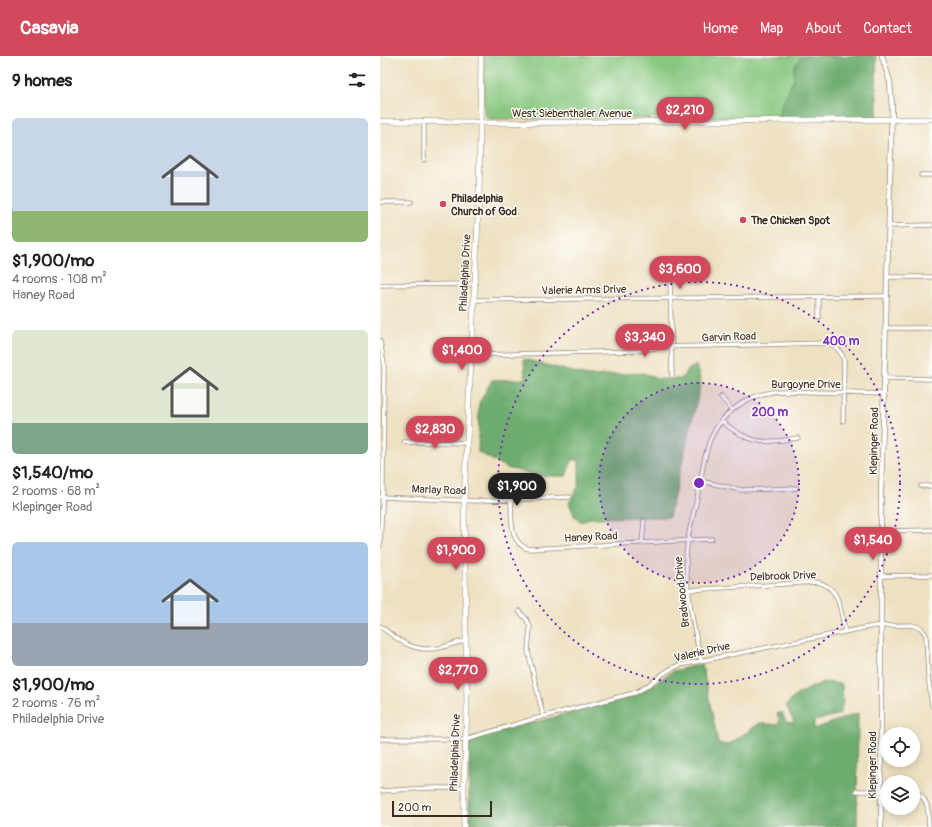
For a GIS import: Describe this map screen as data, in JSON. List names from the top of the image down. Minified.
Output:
{"streets":{"main road":["West Siebenthaler Avenue","Philadelphia Drive"],"street":["Valerie Arms Drive","Garvin Road","Burgoyne Drive","Klepinger Road","Marlay Road","Haney Road","Delbrook Drive","Bradwood Drive","Valerie Drive"]},"crossings":[["West Siebenthaler Avenue","Philadelphia Drive"],["West Siebenthaler Avenue","Klepinger Road"],["Philadelphia Drive","Valerie Arms Drive"],["Philadelphia Drive","Garvin Road"],["Philadelphia Drive","Marlay Road"],["Philadelphia Drive","Valerie Drive"],["Valerie Arms Drive","Klepinger Road"],["Garvin Road","Burgoyne Drive"],["Burgoyne Drive","Klepinger Road"],["Burgoyne Drive","Bradwood Drive"],["Klepinger Road","Valerie Drive"],["Marlay Road","Haney Road"],["Haney Road","Bradwood Drive"],["Delbrook Drive","Bradwood Drive"],["Delbrook Drive","Valerie Drive"],["Bradwood Drive","Valerie Drive"]],"places":["Philadelphia Church of God","The Chicken Spot"],"scale_bar":"200 m","page":{"header":"Casavia","nav":["Home","Map","About","Contact"],"heading":"9 homes","price":["$2,210","$3,600","$3,340","$1,400","$2,830","$1,900","$1,540","$1,900","$2,770"],"list":[{"name":"$1,900/mo","note":"4 rooms · 108 m² · Haney Road"},{"name":"$1,540/mo","note":"2 rooms · 68 m² · Klepinger Road"},{"name":"$1,900/mo","note":"2 rooms · 76 m² · Philadelphia Drive"}],"scale":"200 m"},"rings":["400 m","200 m"]}
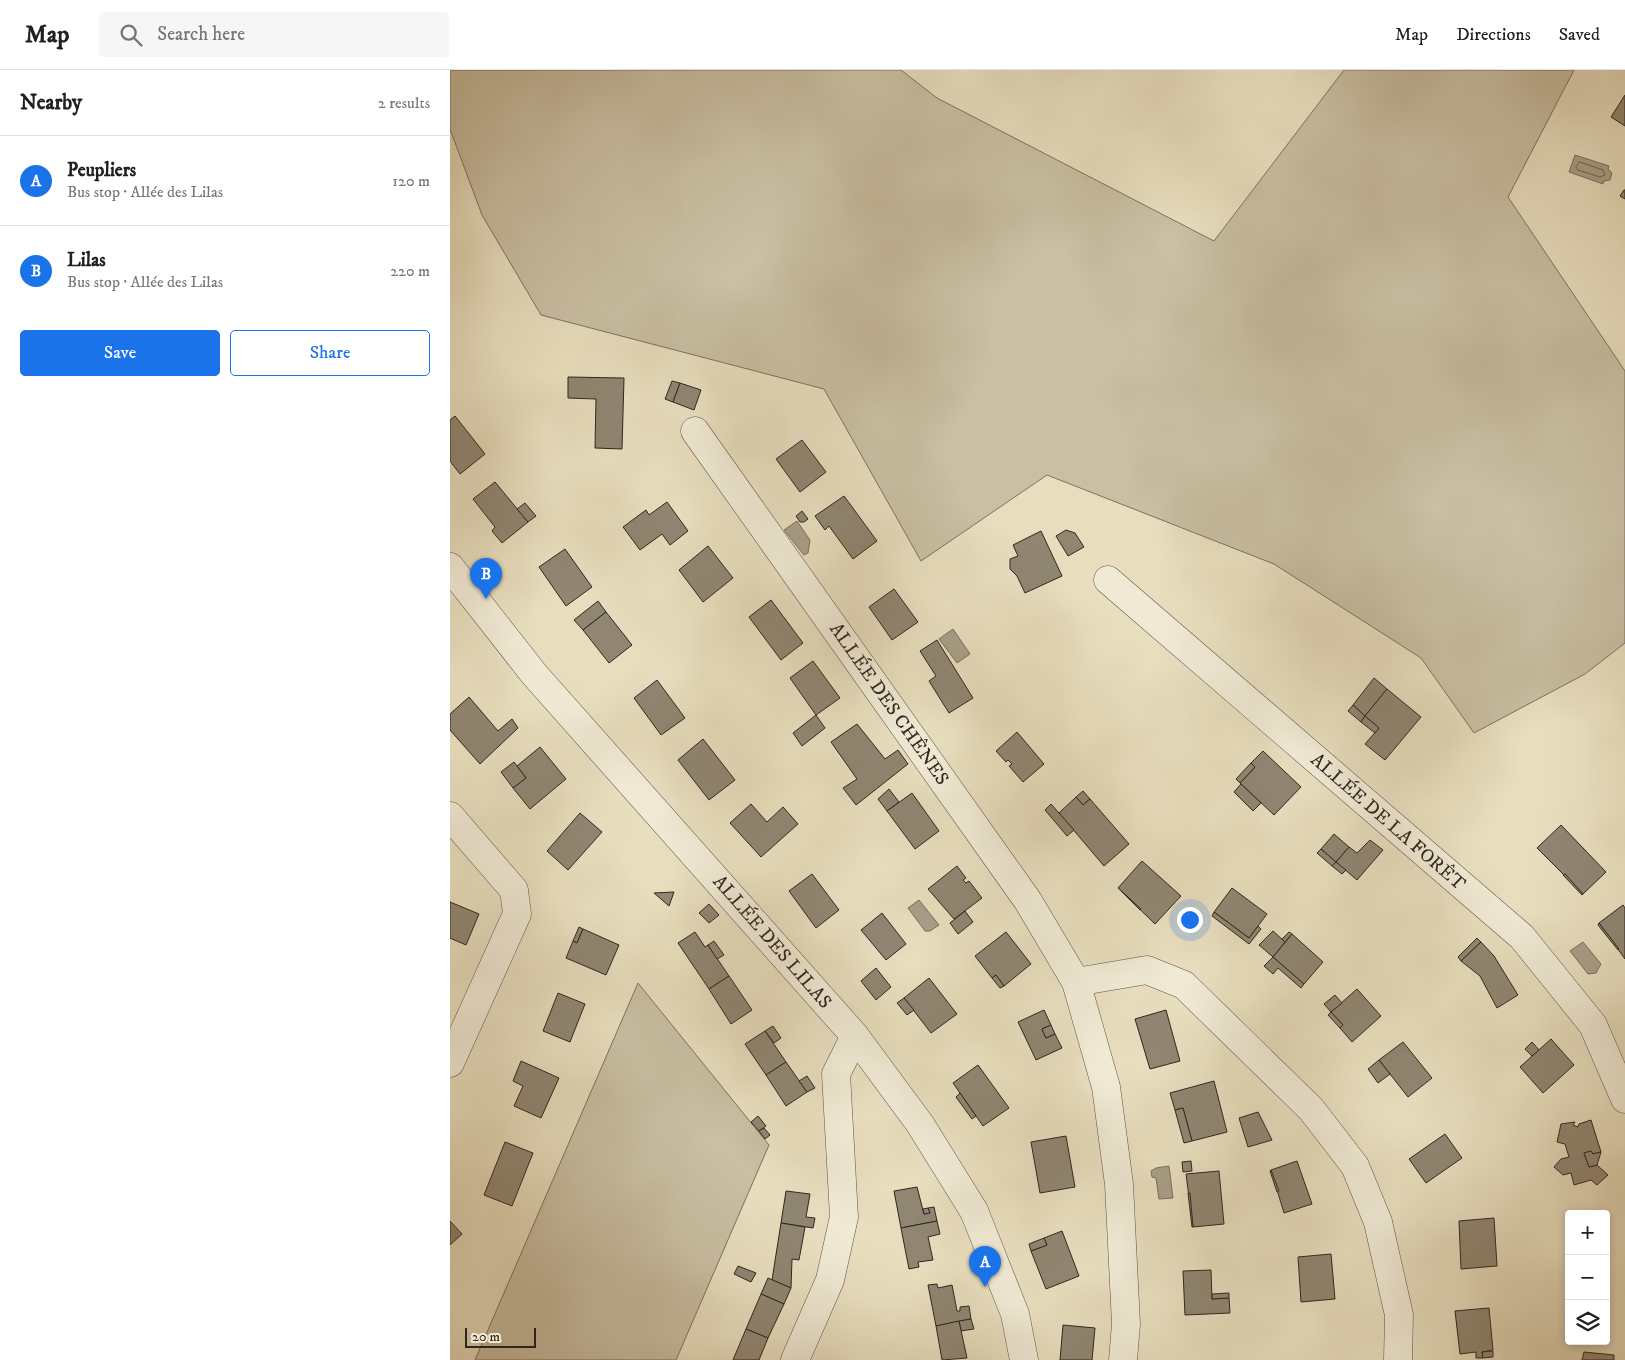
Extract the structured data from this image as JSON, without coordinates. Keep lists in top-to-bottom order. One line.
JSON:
{"streets":{"street":["ALLÉE DES CHÊNES","ALLÉE DE LA FORÊT","ALLÉE DES LILAS"]},"scale_bar":"20 m","page":{"header":"Map","search":"Search here","nav":["Map","Directions","Saved"],"heading":["Nearby","2 results"],"list":[{"mark":"A","name":"Peupliers","note":"Bus stop · Allée des Lilas","value":"120 m"},{"mark":"B","name":"Lilas","note":"Bus stop · Allée des Lilas","value":"220 m"}],"buttons":["Save","Share"],"pins":["B","A"],"map_buttons":["+","−"],"scale":"20 m"}}
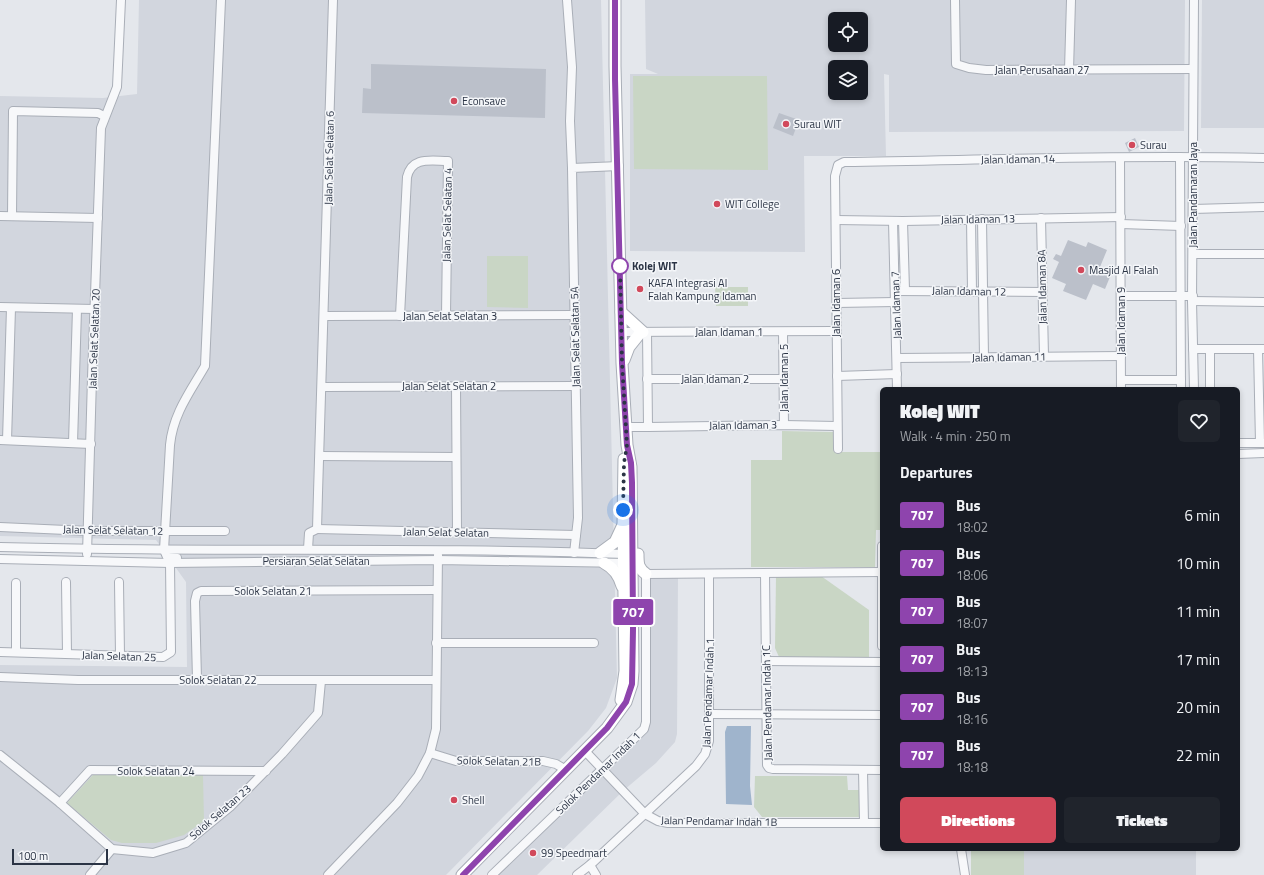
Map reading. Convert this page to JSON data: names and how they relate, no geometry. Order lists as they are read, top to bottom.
{
  "streets": {
    "street": [
      "Jalan Perusahaan 27",
      "Jalan Selat Selatan 6",
      "Jalan Idaman 14",
      "Jalan Pandamaran Jaya",
      "Jalan Selat Selatan 4",
      "Jalan Idaman 13",
      "Jalan Idaman 8A",
      "Jalan Idaman 12",
      "Jalan Idaman 6",
      "Jalan Idaman 7",
      "Jalan Selat Selatan 3",
      "Jalan Idaman 9",
      "Jalan Idaman 1",
      "Jalan Selat Selatan 5A",
      "Jalan Selat Selatan 20",
      "Jalan Idaman 11",
      "Jalan Idaman 5",
      "Jalan Idaman 2",
      "Jalan Selat Selatan 2",
      "Jalan Idaman 3",
      "Jalan Selat Selatan 12",
      "Jalan Selat Selatan",
      "Persiaran Selat Selatan",
      "Solok Selatan 21",
      "Jalan Selatan 25",
      "Solok Selatan 22",
      "Jalan Pendamar Indah 1",
      "Jalan Pendamar Indah 1C",
      "Solok Selatan 21B",
      "Solok Selatan 24",
      "Solok Pendamar Indah 1",
      "Solok Selatan 23",
      "Jalan Pendamar Indah 1B"
    ]
  },
  "crossings": [
    ["Jalan Perusahaan 27", "Jalan Pandamaran Jaya"],
    ["Jalan Selat Selatan 6", "Jalan Selat Selatan 3"],
    ["Jalan Selat Selatan 6", "Jalan Selat Selatan 2"],
    ["Jalan Selat Selatan 6", "Jalan Selat Selatan"],
    ["Jalan Idaman 14", "Jalan Pandamaran Jaya"],
    ["Jalan Idaman 14", "Jalan Idaman 6"],
    ["Jalan Idaman 14", "Jalan Idaman 9"],
    ["Jalan Pandamaran Jaya", "Jalan Idaman 13"],
    ["Jalan Selat Selatan 4", "Jalan Selat Selatan 3"],
    ["Jalan Idaman 13", "Jalan Idaman 8A"],
    ["Jalan Idaman 13", "Jalan Idaman 6"],
    ["Jalan Idaman 13", "Jalan Idaman 7"],
    ["Jalan Idaman 13", "Jalan Idaman 9"],
    ["Jalan Idaman 8A", "Jalan Idaman 12"],
    ["Jalan Idaman 8A", "Jalan Idaman 11"],
    ["Jalan Idaman 12", "Jalan Idaman 7"],
    ["Jalan Idaman 6", "Jalan Idaman 1"],
    ["Jalan Idaman 6", "Jalan Idaman 3"],
    ["Jalan Idaman 7", "Jalan Idaman 11"],
    ["Jalan Selat Selatan 3", "Jalan Selat Selatan 5A"],
    ["Jalan Idaman 9", "Jalan Idaman 11"],
    ["Jalan Idaman 1", "Jalan Idaman 5"],
    ["Jalan Selat Selatan 5A", "Jalan Selat Selatan 2"],
    ["Jalan Selat Selatan 5A", "Jalan Selat Selatan"],
    ["Jalan Selat Selatan 5A", "Persiaran Selat Selatan"],
    ["Jalan Selat Selatan 20", "Jalan Selat Selatan 12"],
    ["Jalan Selat Selatan 20", "Persiaran Selat Selatan"],
    ["Jalan Idaman 5", "Jalan Idaman 2"],
    ["Jalan Idaman 5", "Jalan Idaman 3"],
    ["Persiaran Selat Selatan", "Jalan Selatan 25"],
    ["Solok Selatan 21", "Solok Selatan 22"],
    ["Solok Selatan 22", "Solok Selatan 23"],
    ["Jalan Pendamar Indah 1", "Jalan Pendamar Indah 1B"],
    ["Solok Selatan 24", "Solok Selatan 23"],
    ["Solok Pendamar Indah 1", "Jalan Pendamar Indah 1B"]
  ],
  "places": [
    "Econsave",
    "Surau WIT",
    "Surau",
    "WIT College",
    "Kolej WIT",
    "Masjid Al Falah",
    "KAFA Integrasi Al Falah Kampung Idaman",
    "Shell",
    "99 Speedmart"
  ],
  "lines": ["bus line 707"],
  "scale_bar": "100 m",
  "page": {
    "on_map": "707",
    "heading": [
      ["Kolej WIT", "Walk · 4 min · 250 m"],
      "Departures"
    ],
    "list": [
      {
        "mark": "707",
        "name": "Bus",
        "note": "18:02",
        "value": "6 min"
      },
      {
        "mark": "707",
        "name": "Bus",
        "note": "18:06",
        "value": "10 min"
      },
      {
        "mark": "707",
        "name": "Bus",
        "note": "18:07",
        "value": "11 min"
      },
      {
        "mark": "707",
        "name": "Bus",
        "note": "18:13",
        "value": "17 min"
      },
      {
        "mark": "707",
        "name": "Bus",
        "note": "18:16",
        "value": "20 min"
      },
      {
        "mark": "707",
        "name": "Bus",
        "note": "18:18",
        "value": "22 min"
      }
    ],
    "buttons": ["Directions", "Tickets"],
    "scale": "100 m"
  }
}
■ ■ ■
Required work> Print each line of the listing exactly and include no pictures.

Answer>
For a GIS import: Describe this map screen as data, in JSON. List names from the top of the image down. Minified.
Output:
{"streets":{"main road":["West Siebenthaler Avenue","Philadelphia Drive"],"street":["Valerie Arms Drive","Garvin Road","Burgoyne Drive","Klepinger Road","Marlay Road","Haney Road","Delbrook Drive","Bradwood Drive","Valerie Drive"]},"crossings":[["West Siebenthaler Avenue","Philadelphia Drive"],["West Siebenthaler Avenue","Klepinger Road"],["Philadelphia Drive","Valerie Arms Drive"],["Philadelphia Drive","Garvin Road"],["Philadelphia Drive","Marlay Road"],["Philadelphia Drive","Valerie Drive"],["Valerie Arms Drive","Klepinger Road"],["Garvin Road","Burgoyne Drive"],["Burgoyne Drive","Klepinger Road"],["Burgoyne Drive","Bradwood Drive"],["Klepinger Road","Valerie Drive"],["Marlay Road","Haney Road"],["Haney Road","Bradwood Drive"],["Delbrook Drive","Bradwood Drive"],["Delbrook Drive","Valerie Drive"],["Bradwood Drive","Valerie Drive"]],"places":["Philadelphia Church of God","The Chicken Spot"],"scale_bar":"200 m","page":{"header":"Casavia","nav":["Home","Map","About","Contact"],"heading":"9 homes","price":["$2,210","$3,600","$3,340","$1,400","$2,830","$1,900","$1,540","$1,900","$2,770"],"list":[{"name":"$1,900/mo","note":"4 rooms · 108 m² · Haney Road"},{"name":"$1,540/mo","note":"2 rooms · 68 m² · Klepinger Road"},{"name":"$1,900/mo","note":"2 rooms · 76 m² · Philadelphia Drive"}],"scale":"200 m"},"rings":["400 m","200 m"]}
Extract the structured data from this image as JSON, without coordinates. Keep lists in top-to-bottom order. One line.
JSON:
{"streets":{"street":["ALLÉE DES CHÊNES","ALLÉE DE LA FORÊT","ALLÉE DES LILAS"]},"scale_bar":"20 m","page":{"header":"Map","search":"Search here","nav":["Map","Directions","Saved"],"heading":["Nearby","2 results"],"list":[{"mark":"A","name":"Peupliers","note":"Bus stop · Allée des Lilas","value":"120 m"},{"mark":"B","name":"Lilas","note":"Bus stop · Allée des Lilas","value":"220 m"}],"buttons":["Save","Share"],"pins":["B","A"],"map_buttons":["+","−"],"scale":"20 m"}}
Map reading. Convert this page to JSON data: names and how they relate, no geometry. Order lists as they are read, top to bottom.
{
  "streets": {
    "street": [
      "Jalan Perusahaan 27",
      "Jalan Selat Selatan 6",
      "Jalan Idaman 14",
      "Jalan Pandamaran Jaya",
      "Jalan Selat Selatan 4",
      "Jalan Idaman 13",
      "Jalan Idaman 8A",
      "Jalan Idaman 12",
      "Jalan Idaman 6",
      "Jalan Idaman 7",
      "Jalan Selat Selatan 3",
      "Jalan Idaman 9",
      "Jalan Idaman 1",
      "Jalan Selat Selatan 5A",
      "Jalan Selat Selatan 20",
      "Jalan Idaman 11",
      "Jalan Idaman 5",
      "Jalan Idaman 2",
      "Jalan Selat Selatan 2",
      "Jalan Idaman 3",
      "Jalan Selat Selatan 12",
      "Jalan Selat Selatan",
      "Persiaran Selat Selatan",
      "Solok Selatan 21",
      "Jalan Selatan 25",
      "Solok Selatan 22",
      "Jalan Pendamar Indah 1",
      "Jalan Pendamar Indah 1C",
      "Solok Selatan 21B",
      "Solok Selatan 24",
      "Solok Pendamar Indah 1",
      "Solok Selatan 23",
      "Jalan Pendamar Indah 1B"
    ]
  },
  "crossings": [
    ["Jalan Perusahaan 27", "Jalan Pandamaran Jaya"],
    ["Jalan Selat Selatan 6", "Jalan Selat Selatan 3"],
    ["Jalan Selat Selatan 6", "Jalan Selat Selatan 2"],
    ["Jalan Selat Selatan 6", "Jalan Selat Selatan"],
    ["Jalan Idaman 14", "Jalan Pandamaran Jaya"],
    ["Jalan Idaman 14", "Jalan Idaman 6"],
    ["Jalan Idaman 14", "Jalan Idaman 9"],
    ["Jalan Pandamaran Jaya", "Jalan Idaman 13"],
    ["Jalan Selat Selatan 4", "Jalan Selat Selatan 3"],
    ["Jalan Idaman 13", "Jalan Idaman 8A"],
    ["Jalan Idaman 13", "Jalan Idaman 6"],
    ["Jalan Idaman 13", "Jalan Idaman 7"],
    ["Jalan Idaman 13", "Jalan Idaman 9"],
    ["Jalan Idaman 8A", "Jalan Idaman 12"],
    ["Jalan Idaman 8A", "Jalan Idaman 11"],
    ["Jalan Idaman 12", "Jalan Idaman 7"],
    ["Jalan Idaman 6", "Jalan Idaman 1"],
    ["Jalan Idaman 6", "Jalan Idaman 3"],
    ["Jalan Idaman 7", "Jalan Idaman 11"],
    ["Jalan Selat Selatan 3", "Jalan Selat Selatan 5A"],
    ["Jalan Idaman 9", "Jalan Idaman 11"],
    ["Jalan Idaman 1", "Jalan Idaman 5"],
    ["Jalan Selat Selatan 5A", "Jalan Selat Selatan 2"],
    ["Jalan Selat Selatan 5A", "Jalan Selat Selatan"],
    ["Jalan Selat Selatan 5A", "Persiaran Selat Selatan"],
    ["Jalan Selat Selatan 20", "Jalan Selat Selatan 12"],
    ["Jalan Selat Selatan 20", "Persiaran Selat Selatan"],
    ["Jalan Idaman 5", "Jalan Idaman 2"],
    ["Jalan Idaman 5", "Jalan Idaman 3"],
    ["Persiaran Selat Selatan", "Jalan Selatan 25"],
    ["Solok Selatan 21", "Solok Selatan 22"],
    ["Solok Selatan 22", "Solok Selatan 23"],
    ["Jalan Pendamar Indah 1", "Jalan Pendamar Indah 1B"],
    ["Solok Selatan 24", "Solok Selatan 23"],
    ["Solok Pendamar Indah 1", "Jalan Pendamar Indah 1B"]
  ],
  "places": [
    "Econsave",
    "Surau WIT",
    "Surau",
    "WIT College",
    "Kolej WIT",
    "Masjid Al Falah",
    "KAFA Integrasi Al Falah Kampung Idaman",
    "Shell",
    "99 Speedmart"
  ],
  "lines": ["bus line 707"],
  "scale_bar": "100 m",
  "page": {
    "on_map": "707",
    "heading": [
      ["Kolej WIT", "Walk · 4 min · 250 m"],
      "Departures"
    ],
    "list": [
      {
        "mark": "707",
        "name": "Bus",
        "note": "18:02",
        "value": "6 min"
      },
      {
        "mark": "707",
        "name": "Bus",
        "note": "18:06",
        "value": "10 min"
      },
      {
        "mark": "707",
        "name": "Bus",
        "note": "18:07",
        "value": "11 min"
      },
      {
        "mark": "707",
        "name": "Bus",
        "note": "18:13",
        "value": "17 min"
      },
      {
        "mark": "707",
        "name": "Bus",
        "note": "18:16",
        "value": "20 min"
      },
      {
        "mark": "707",
        "name": "Bus",
        "note": "18:18",
        "value": "22 min"
      }
    ],
    "buttons": ["Directions", "Tickets"],
    "scale": "100 m"
  }
}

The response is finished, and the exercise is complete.